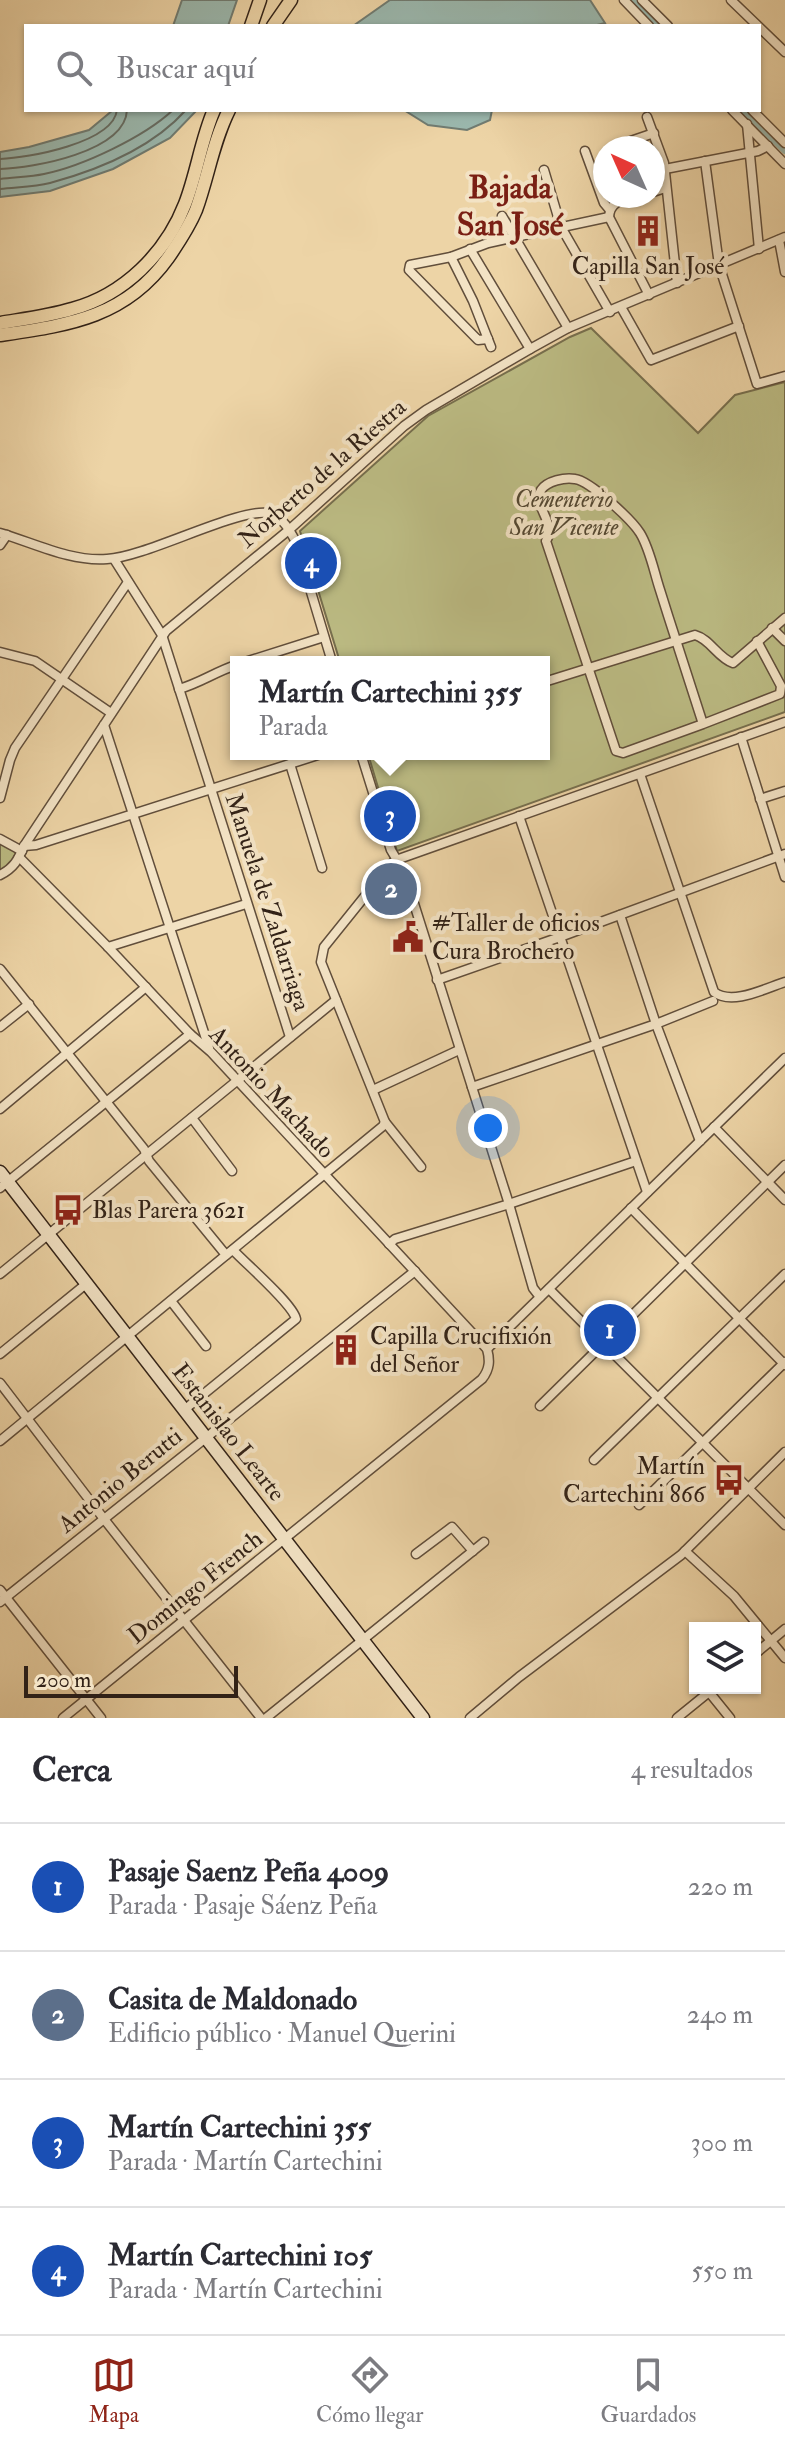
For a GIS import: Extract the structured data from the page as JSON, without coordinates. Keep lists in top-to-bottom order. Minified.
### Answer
{"streets":{"street":["Norberto de la Riestra","Manuela de Zaldarriaga","Antonio Machado","Estanislao Learte","Antonio Berutti","Domingo French"]},"crossings":[["Norberto de la Riestra","Manuela de Zaldarriaga"],["Norberto de la Riestra","Antonio Machado"],["Antonio Machado","Antonio Berutti"],["Antonio Machado","Domingo French"],["Estanislao Learte","Antonio Berutti"],["Estanislao Learte","Domingo French"]],"districts":["Bajada San José"],"parks":["Cementerio San Vicente"],"places":{"building":["Capilla San José","Capilla Crucifixión del Señor"],"public building":["#Taller de oficios Cura Brochero"],"bus stop":["Blas Parera 3621","Martín Cartechini 866"]},"scale_bar":"200 m","north":"top left","page":{"search":"Buscar aquí","pins":["4","3","2","1"],"popup":["Martín Cartechini 355","Parada"],"scale":"200 m","heading":["Cerca","4 resultados"],"list":[{"mark":"1","name":"Pasaje Saenz Peña 4009","note":"Parada · Pasaje Sáenz Peña","value":"220 m"},{"mark":"2","name":"Casita de Maldonado","note":"Edificio público · Manuel Querini","value":"240 m"},{"mark":"3","name":"Martín Cartechini 355","note":"Parada · Martín Cartechini","value":"300 m"},{"mark":"4","name":"Martín Cartechini 105","note":"Parada · Martín Cartechini","value":"550 m"}],"nav":["Mapa","Cómo llegar","Guardados"]}}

__WHAT THE TASK REQUIRES__
Only lines holding "page" are wanted; copy all of them from the listing.

__ANSWER TO THIS PROBLEM__
For a GIS import: Extract the structured data from the page as JSON, without coordinates. Keep lists in top-to-bottom order. Minified.
{"streets":{"street":["Norberto de la Riestra","Manuela de Zaldarriaga","Antonio Machado","Estanislao Learte","Antonio Berutti","Domingo French"]},"crossings":[["Norberto de la Riestra","Manuela de Zaldarriaga"],["Norberto de la Riestra","Antonio Machado"],["Antonio Machado","Antonio Berutti"],["Antonio Machado","Domingo French"],["Estanislao Learte","Antonio Berutti"],["Estanislao Learte","Domingo French"]],"districts":["Bajada San José"],"parks":["Cementerio San Vicente"],"places":{"building":["Capilla San José","Capilla Crucifixión del Señor"],"public building":["#Taller de oficios Cura Brochero"],"bus stop":["Blas Parera 3621","Martín Cartechini 866"]},"scale_bar":"200 m","north":"top left","page":{"search":"Buscar aquí","pins":["4","3","2","1"],"popup":["Martín Cartechini 355","Parada"],"scale":"200 m","heading":["Cerca","4 resultados"],"list":[{"mark":"1","name":"Pasaje Saenz Peña 4009","note":"Parada · Pasaje Sáenz Peña","value":"220 m"},{"mark":"2","name":"Casita de Maldonado","note":"Edificio público · Manuel Querini","value":"240 m"},{"mark":"3","name":"Martín Cartechini 355","note":"Parada · Martín Cartechini","value":"300 m"},{"mark":"4","name":"Martín Cartechini 105","note":"Parada · Martín Cartechini","value":"550 m"}],"nav":["Mapa","Cómo llegar","Guardados"]}}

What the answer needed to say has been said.